Blueberries, belonging to the genus Vaccinium, are widely recognized for their adaptability to cold climates. The plant’s overall hardiness is not a fixed characteristic, but rather a spectrum that depends on two primary factors: the blueberry’s specific genetic type, which determines its inherent cold resistance during winter dormancy, and the plant’s current stage of growth. Resistance drops dramatically once spring growth begins. Understanding this variation is necessary for successful cultivation, particularly in regions prone to late-season spring frosts.
Inherent Frost Tolerance by Blueberry Variety
The baseline cold tolerance of a blueberry plant is established by its variety. Lowbush blueberries, often referred to as wild blueberries, display the highest level of cold hardiness, capable of surviving temperatures down to -35°F or even colder. This exceptional tolerance allows them to thrive in harsh northern climates where other types would fail.
Northern Highbush varieties, the most common type cultivated globally, possess a moderate level of dormant cold tolerance. These plants can generally withstand winter temperatures ranging from -20°F to -30°F, depending on the specific cultivar. Their chilling requirement is high, ensuring they remain dormant throughout the winter and reducing the risk of premature bud break.

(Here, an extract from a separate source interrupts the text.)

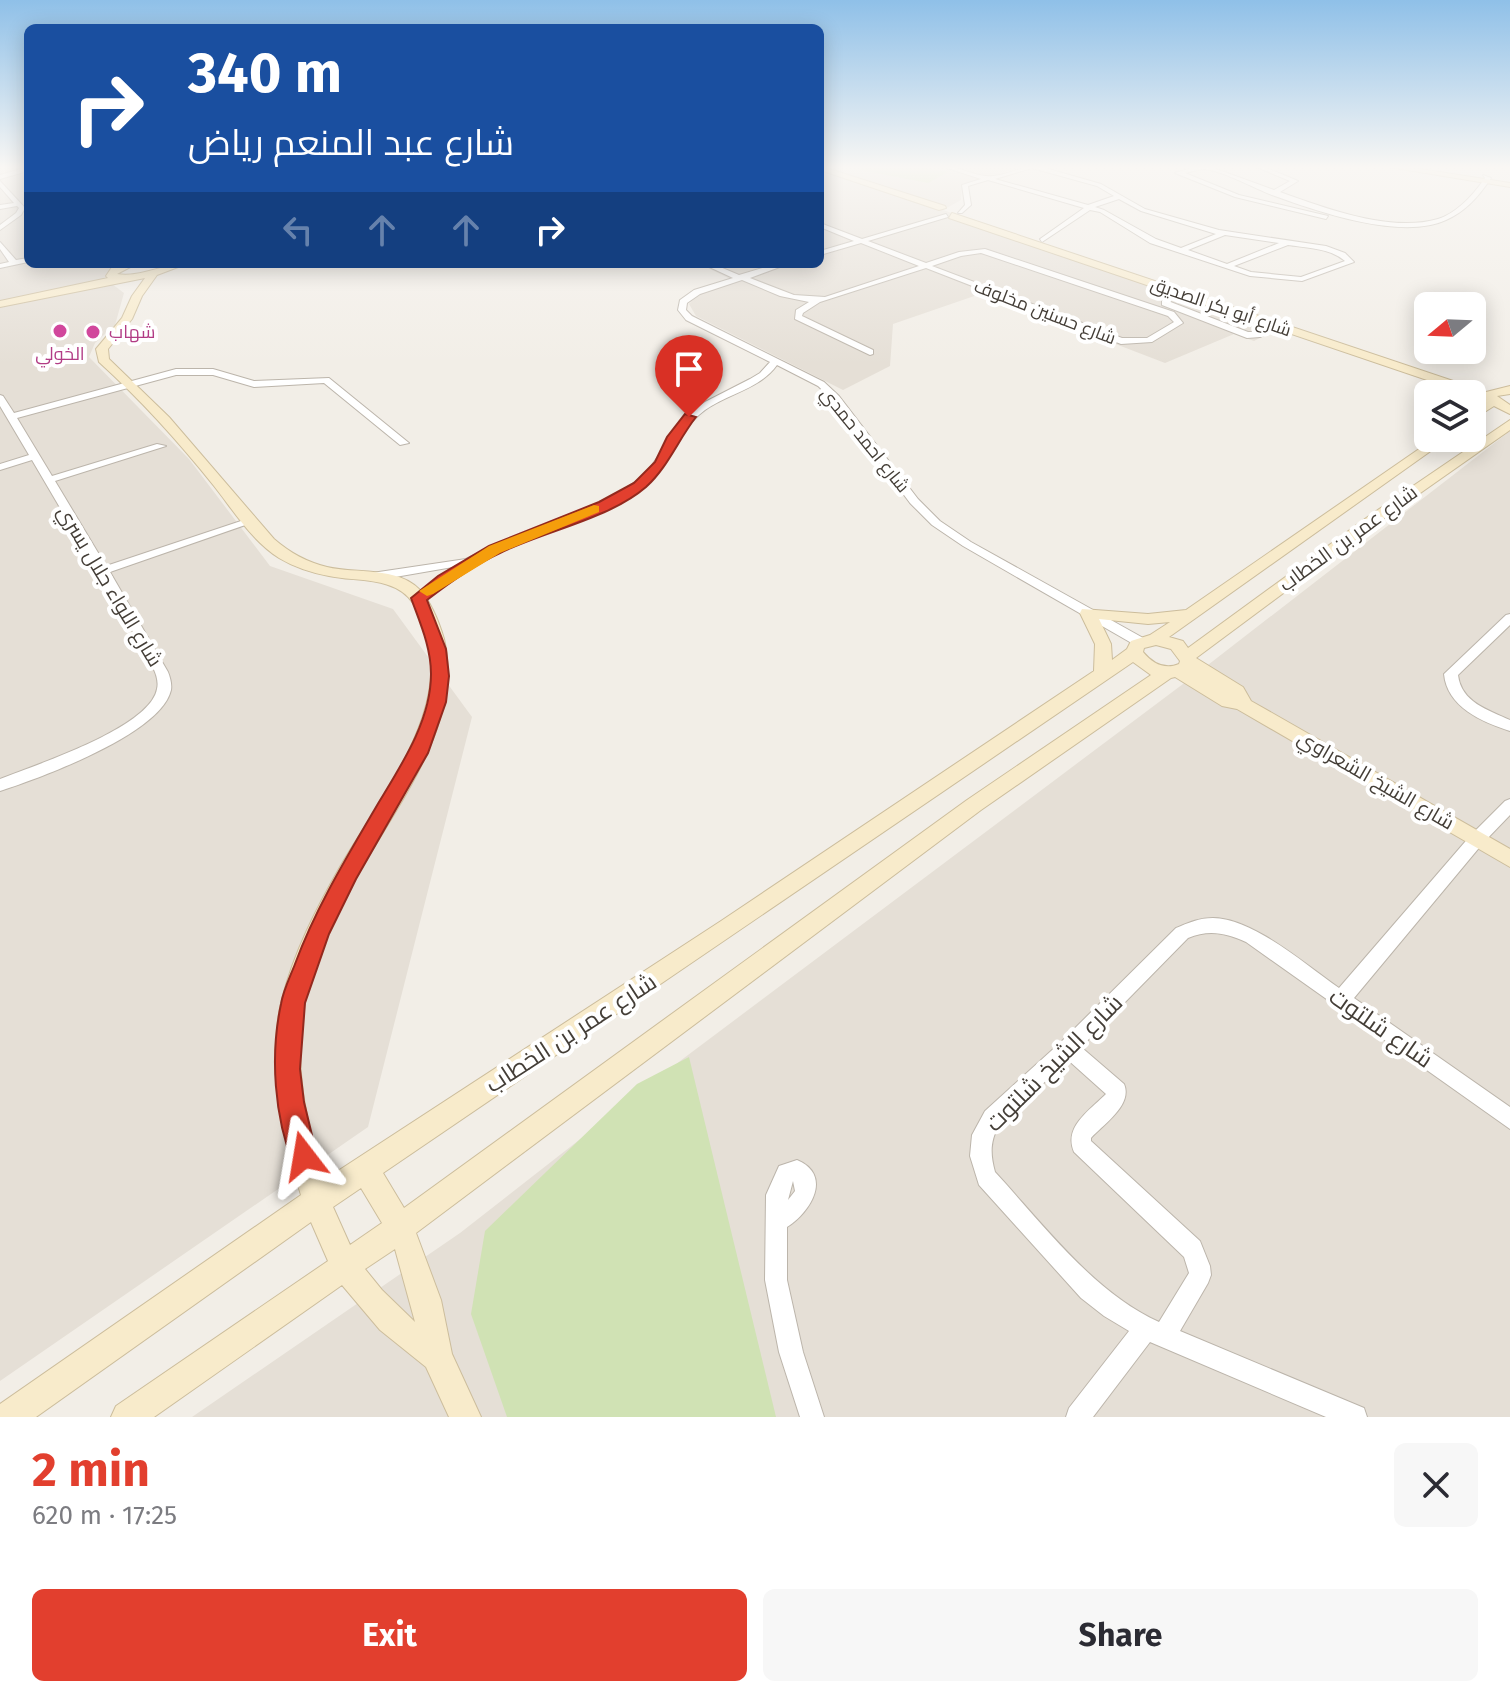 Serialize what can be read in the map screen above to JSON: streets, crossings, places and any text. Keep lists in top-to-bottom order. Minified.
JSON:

In contrast, Rabbiteye blueberries, native to the southeastern United States, are the least cold-tolerant of the major types. While they are resilient to summer heat, their dormant flower buds are often damaged when temperatures fall below 0°F to 5°F. This lower hardiness restricts their cultivation primarily to warmer regions with mild winters.

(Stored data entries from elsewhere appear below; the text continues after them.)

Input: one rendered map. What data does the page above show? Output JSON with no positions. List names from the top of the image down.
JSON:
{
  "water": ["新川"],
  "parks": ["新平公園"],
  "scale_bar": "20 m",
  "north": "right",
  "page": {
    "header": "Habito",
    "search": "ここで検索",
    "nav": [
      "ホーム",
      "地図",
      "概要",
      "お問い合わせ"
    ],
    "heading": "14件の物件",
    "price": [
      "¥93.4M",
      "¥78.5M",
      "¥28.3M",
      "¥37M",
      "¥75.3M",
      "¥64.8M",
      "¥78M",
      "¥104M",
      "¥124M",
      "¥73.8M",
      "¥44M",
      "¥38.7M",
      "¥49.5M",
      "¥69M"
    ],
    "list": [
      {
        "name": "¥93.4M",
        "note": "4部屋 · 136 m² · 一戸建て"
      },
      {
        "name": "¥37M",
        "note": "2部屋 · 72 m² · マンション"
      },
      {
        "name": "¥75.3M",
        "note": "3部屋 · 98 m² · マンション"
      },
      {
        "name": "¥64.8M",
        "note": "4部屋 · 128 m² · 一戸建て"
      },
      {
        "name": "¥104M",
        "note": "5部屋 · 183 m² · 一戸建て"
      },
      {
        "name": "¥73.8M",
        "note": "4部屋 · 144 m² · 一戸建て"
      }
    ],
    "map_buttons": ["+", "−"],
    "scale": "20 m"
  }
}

Critical Vulnerability: How Growth Stage Affects Tolerance
A blueberry plant’s ability to survive cold rapidly declines as it transitions from dormancy to active growth, making late spring frosts the greatest threat to a harvest. When buds begin to swell, the critical temperature for damage is around 15°F to 20°F. As the flower cluster progresses to the “pink bud” or tight cluster stage, its vulnerability increases, with damage likely to occur when temperatures fall below 23°F to 27°F.
The open flower stage represents a major vulnerability, with most varieties sustaining damage when temperatures reach 27°F to 28°F for more than a few minutes, as the plant has lost the natural cold protection mechanisms present in the dormant bud. Following petal drop, the newly formed small green fruit becomes the most sensitive stage, with injury occurring at temperatures of 28°F or even slightly higher.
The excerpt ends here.